Toronto Mayor Rob Ford has been diagnosed with a rare and “fairly aggressive” type of malignant tumour, the doctor overseeing his care announced Wednesday.
Dr. Zane Cohen, a colorectal surgeon at Mount Sinai Hospital, said Ford was diagnosed with pleomorphic liposarcoma, a type of cancer found in soft, fatty tissue of the body.
The diagnosis was reached after two biopsies and a “comprehensive medical assessment,” Cohen said.
The tumour in Ford’s abdomen is about 12 by 12 centimetres in size. It is considered to be a "difficult" and aggressive tumour that must have grown over the last three years, since it didn’t show up on a scan the mayor had in 2011, when he was treated for kidney stones, Cohen said.

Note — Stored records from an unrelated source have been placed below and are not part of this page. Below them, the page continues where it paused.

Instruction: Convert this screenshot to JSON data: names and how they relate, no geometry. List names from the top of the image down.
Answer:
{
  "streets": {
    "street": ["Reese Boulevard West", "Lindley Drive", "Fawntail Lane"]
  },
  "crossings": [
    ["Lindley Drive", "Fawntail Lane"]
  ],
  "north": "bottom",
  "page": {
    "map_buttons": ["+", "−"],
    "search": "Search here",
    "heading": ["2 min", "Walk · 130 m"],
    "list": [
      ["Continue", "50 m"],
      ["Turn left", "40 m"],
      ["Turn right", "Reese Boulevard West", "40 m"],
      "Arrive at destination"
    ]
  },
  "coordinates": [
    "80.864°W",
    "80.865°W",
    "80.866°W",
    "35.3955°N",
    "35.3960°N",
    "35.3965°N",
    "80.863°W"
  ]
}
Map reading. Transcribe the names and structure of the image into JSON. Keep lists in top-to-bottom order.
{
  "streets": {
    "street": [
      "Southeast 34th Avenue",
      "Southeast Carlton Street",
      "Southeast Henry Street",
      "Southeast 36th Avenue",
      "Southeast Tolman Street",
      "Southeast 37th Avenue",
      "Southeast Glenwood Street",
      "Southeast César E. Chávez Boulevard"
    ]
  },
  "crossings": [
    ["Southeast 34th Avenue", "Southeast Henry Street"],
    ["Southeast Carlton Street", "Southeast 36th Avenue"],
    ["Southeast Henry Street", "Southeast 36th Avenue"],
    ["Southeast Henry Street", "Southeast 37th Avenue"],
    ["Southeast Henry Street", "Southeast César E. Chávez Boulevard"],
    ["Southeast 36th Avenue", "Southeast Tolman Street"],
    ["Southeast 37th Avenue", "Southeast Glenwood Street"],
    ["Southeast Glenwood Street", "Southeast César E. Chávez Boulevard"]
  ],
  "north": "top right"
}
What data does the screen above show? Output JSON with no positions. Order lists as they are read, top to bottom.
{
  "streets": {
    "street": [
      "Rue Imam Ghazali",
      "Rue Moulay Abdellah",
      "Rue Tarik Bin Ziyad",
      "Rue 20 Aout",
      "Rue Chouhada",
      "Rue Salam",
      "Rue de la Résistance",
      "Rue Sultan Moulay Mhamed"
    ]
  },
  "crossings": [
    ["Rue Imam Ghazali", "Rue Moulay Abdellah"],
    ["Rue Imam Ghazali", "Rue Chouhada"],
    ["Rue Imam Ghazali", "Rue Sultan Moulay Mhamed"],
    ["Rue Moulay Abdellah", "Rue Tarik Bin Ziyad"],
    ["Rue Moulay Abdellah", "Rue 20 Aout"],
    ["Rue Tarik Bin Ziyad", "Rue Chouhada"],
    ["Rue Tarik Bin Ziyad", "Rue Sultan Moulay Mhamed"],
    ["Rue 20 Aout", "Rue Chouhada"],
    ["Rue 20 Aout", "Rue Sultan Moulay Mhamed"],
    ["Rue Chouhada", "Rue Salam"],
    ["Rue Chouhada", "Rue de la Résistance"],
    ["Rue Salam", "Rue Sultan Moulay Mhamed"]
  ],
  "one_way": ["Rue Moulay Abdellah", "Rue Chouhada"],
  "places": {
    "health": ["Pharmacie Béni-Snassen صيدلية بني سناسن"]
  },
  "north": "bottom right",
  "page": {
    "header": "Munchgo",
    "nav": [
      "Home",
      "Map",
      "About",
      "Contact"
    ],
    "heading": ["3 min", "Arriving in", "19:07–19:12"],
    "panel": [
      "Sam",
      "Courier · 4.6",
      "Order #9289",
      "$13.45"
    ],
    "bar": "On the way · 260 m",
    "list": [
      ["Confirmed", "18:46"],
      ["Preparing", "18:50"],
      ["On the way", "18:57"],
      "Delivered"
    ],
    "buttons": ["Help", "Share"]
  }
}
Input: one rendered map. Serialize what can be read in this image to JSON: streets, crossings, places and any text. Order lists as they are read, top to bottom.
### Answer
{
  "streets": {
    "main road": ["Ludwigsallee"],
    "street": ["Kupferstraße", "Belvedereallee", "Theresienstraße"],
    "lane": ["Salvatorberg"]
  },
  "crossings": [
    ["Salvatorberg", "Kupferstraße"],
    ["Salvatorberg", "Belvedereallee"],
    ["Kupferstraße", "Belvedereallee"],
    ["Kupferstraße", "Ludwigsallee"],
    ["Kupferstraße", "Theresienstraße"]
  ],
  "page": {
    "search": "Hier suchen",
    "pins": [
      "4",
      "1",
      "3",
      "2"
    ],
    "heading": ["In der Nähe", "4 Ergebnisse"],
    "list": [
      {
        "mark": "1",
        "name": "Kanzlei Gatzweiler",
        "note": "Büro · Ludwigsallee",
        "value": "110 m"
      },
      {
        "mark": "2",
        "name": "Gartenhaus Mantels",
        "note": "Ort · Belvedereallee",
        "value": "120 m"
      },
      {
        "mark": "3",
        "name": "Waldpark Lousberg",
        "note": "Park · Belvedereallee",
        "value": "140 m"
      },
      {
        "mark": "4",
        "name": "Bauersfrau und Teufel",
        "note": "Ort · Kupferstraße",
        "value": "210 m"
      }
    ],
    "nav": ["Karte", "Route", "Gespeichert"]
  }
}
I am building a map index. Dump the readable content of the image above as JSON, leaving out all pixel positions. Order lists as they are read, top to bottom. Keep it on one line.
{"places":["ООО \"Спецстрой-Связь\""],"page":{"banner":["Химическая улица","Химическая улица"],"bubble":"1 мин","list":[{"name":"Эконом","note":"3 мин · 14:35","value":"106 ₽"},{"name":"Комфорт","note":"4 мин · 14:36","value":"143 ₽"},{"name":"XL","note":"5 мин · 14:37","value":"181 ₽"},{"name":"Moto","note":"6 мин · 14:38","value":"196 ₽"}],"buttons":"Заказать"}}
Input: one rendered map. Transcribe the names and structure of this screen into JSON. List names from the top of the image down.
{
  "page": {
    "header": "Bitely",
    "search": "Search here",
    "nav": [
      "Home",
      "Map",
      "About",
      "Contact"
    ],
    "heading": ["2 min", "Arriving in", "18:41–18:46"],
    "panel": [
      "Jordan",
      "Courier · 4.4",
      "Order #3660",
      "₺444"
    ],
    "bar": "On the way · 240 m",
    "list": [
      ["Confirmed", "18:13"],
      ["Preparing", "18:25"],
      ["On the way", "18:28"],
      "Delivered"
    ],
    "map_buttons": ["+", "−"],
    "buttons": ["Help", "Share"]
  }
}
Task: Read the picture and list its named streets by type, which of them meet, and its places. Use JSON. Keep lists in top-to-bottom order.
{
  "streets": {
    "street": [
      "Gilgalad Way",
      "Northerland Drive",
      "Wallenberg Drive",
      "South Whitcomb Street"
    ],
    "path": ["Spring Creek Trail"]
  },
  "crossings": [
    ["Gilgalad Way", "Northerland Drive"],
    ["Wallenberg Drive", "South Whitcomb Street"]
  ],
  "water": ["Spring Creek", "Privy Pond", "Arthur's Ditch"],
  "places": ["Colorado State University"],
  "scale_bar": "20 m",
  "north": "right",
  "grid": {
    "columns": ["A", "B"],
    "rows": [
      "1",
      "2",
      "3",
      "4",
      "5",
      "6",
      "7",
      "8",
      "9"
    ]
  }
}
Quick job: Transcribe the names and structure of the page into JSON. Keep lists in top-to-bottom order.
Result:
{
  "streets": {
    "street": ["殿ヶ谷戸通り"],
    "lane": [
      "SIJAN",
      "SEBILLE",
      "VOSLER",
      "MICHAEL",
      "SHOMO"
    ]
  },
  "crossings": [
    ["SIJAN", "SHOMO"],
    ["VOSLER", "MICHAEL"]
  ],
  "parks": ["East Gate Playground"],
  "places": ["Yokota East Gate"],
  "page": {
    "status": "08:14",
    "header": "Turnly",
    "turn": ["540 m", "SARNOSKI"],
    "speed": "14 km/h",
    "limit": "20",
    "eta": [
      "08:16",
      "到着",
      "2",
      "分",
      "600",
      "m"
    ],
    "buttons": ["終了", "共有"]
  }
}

“We think it's a fairly aggressive tumour, mainly because these types of tumours are often slow growing,” Cohen told reporters.
However, doctors are optimistic about Ford’s treatment, Cohen said.
“We are treating this very aggressively in order to eradicate the tumour,” he said.
The cancer has not spread to any organs, but another, much smaller, tumour was found in the mayor’s buttock, behind the left hip, Cohen said. That tumour is about two centimetres long.
Ford will begin chemotherapy within the next 48 hours. He will be treated for three days at Mount Sinai and will likely go home for about 17 days before returning for another round of chemo, Cohen said.
Cohen said Ford “may or may not” undergo radiation or surgery after chemo. Doctors are hoping to shrink the tumour with “intense chemotherapeutic agents,” and then see how the mayor progresses from there.
Liposarcomas comprise about one per cent of all cancers. Cohen said it’s difficult to make a prognosis because outcomes vary among patients.